In His great wisdom, God reminds us, "Live in harmony with each other. … And don’t think you know it all! Never pay back evil with more evil. Do things in such a way that everyone can see you are honorable. Do all that you can to live in peace with everyone. Dear friends, never take revenge. Leave that to the righteous anger of God. For the Scriptures say, “I will take revenge; I will pay them back,” says the Lord. Instead, “If your enemies are hungry, feed them. If they are thirsty, give them something to drink. In doing this, you will heap burning coals of shame on their heads.” (Romans 12:16-20, NLT)
It takes real maturity to suffer loss and stay loving. It requires crucifixion of ego to go through some misunderstanding and extend forgiveness that is complete and without reserve clauses. When I see someone who chooses to love the Body of Christ more than himself stick with his church, keep a good heart, and let his offense go; I rejoice for I know that he has chosen wisely and that God will turn his sorrow and/or loss into joy down life’s road. Instead of sowing bitterness into the hearts of his kids, his actions teaches those kids an invaluable lesson by example. Instead of swallowing the poison of wrath by holding a grudge, he chooses to drink deeply of Living Water that heals his soul. Instead of wrapping himself in burlap of self-pity, he puts on the garments of praise that lifts him from despair.
Are you angry today?
Has someone offended you, failed to appreciate your work, or falsely accused you?
Have your expectations gone unmet, your desire to be affirmed ignored or been unnoticed? There is a choice to be made. You can attempt to vindicate yourself and punish the offender. If you do, everybody loses. Or you can do what God asks, inviting the Holy Spirit to fill your heart with transforming grace.
Here’s a word from the Word. Let’s live it.

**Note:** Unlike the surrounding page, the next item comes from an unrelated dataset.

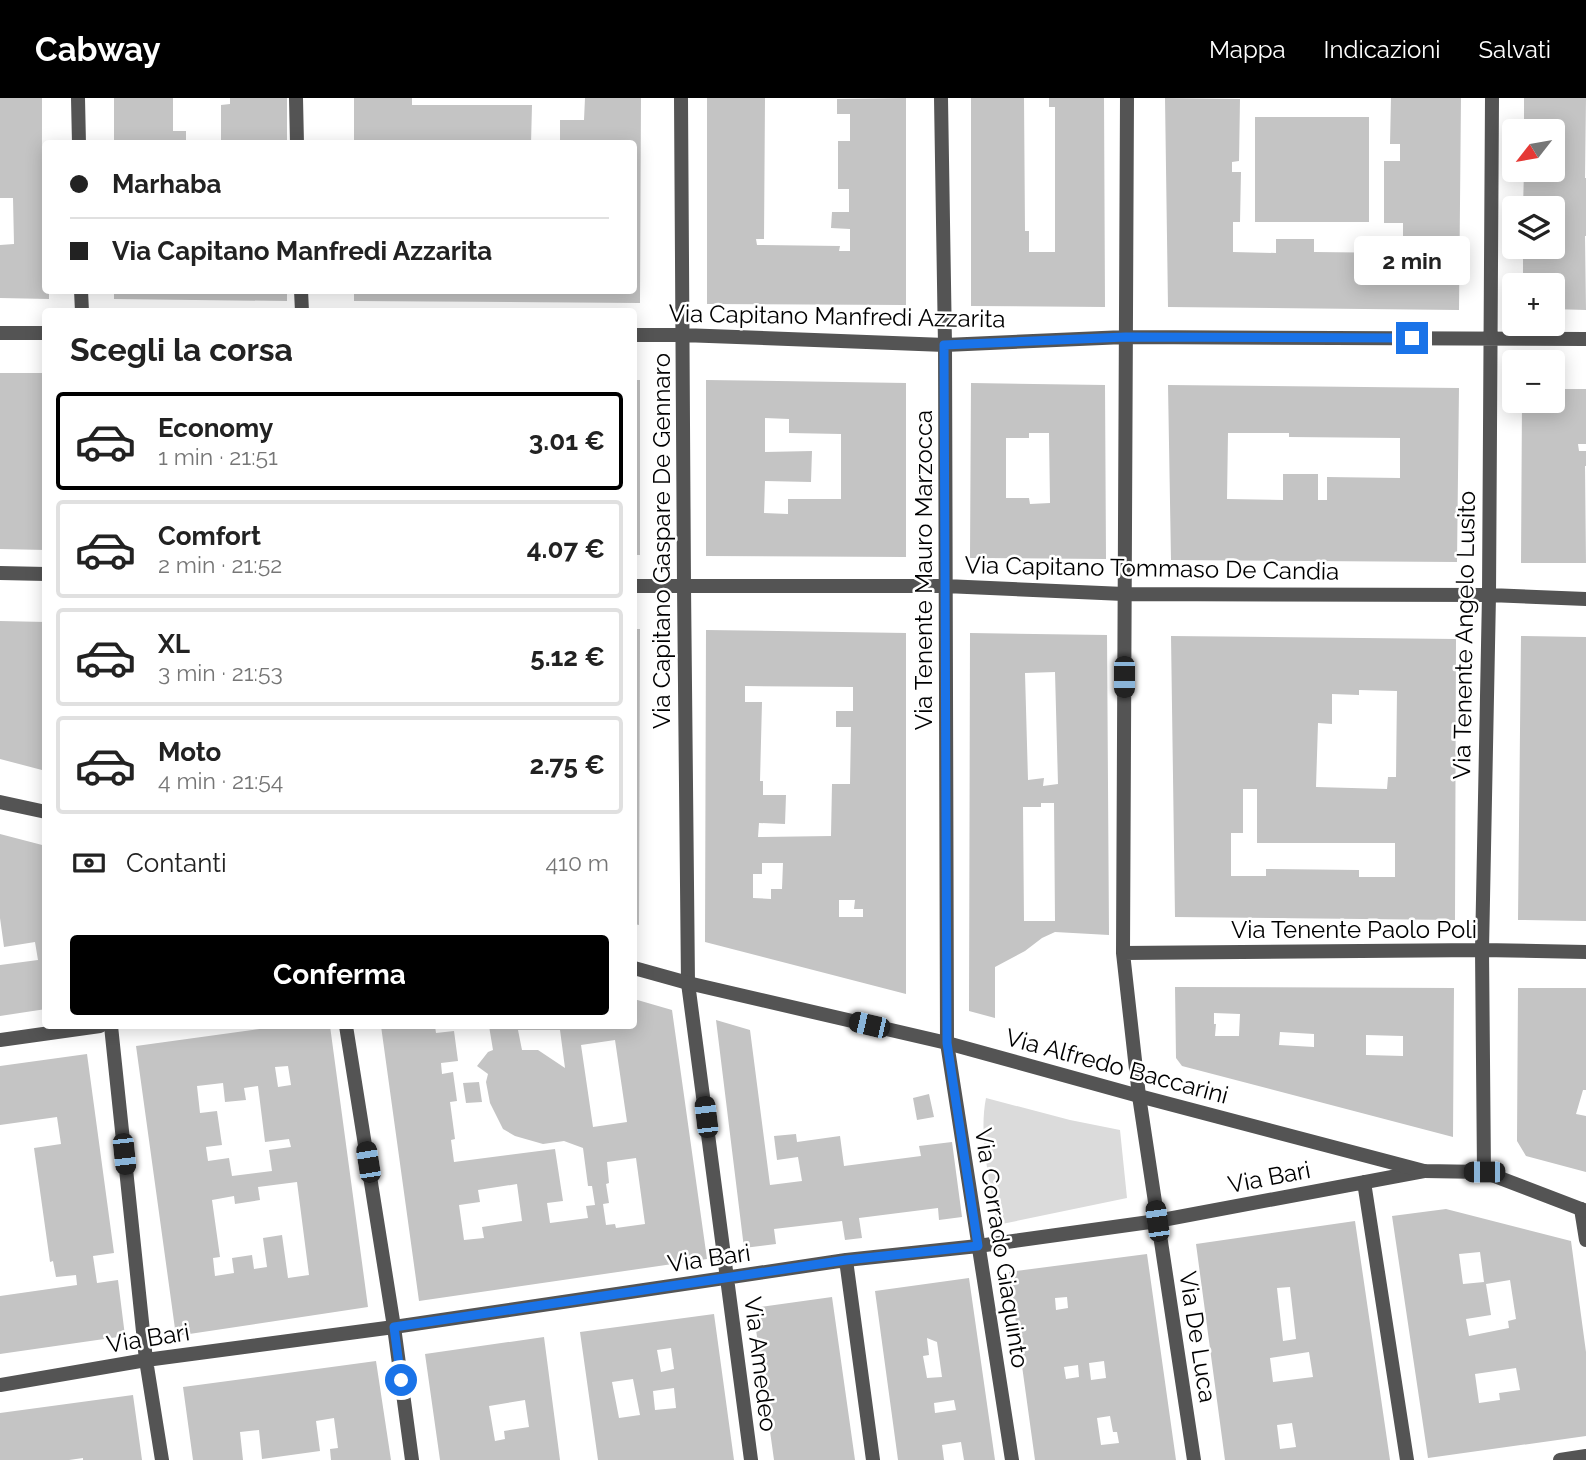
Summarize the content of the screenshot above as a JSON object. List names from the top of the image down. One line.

"Be even-tempered, content with second place, quick to forgive an offense. Forgive as quickly and completely as the Master forgave you. And regardless of what else you put on, wear love. It’s your basic, all-purpose garment. Never be without it. Let the peace of Christ keep you in tune with each other, in step with each other. None of this going off and doing your own thing. And cultivate thankfulness." (Colossians 3:13-15, The Message)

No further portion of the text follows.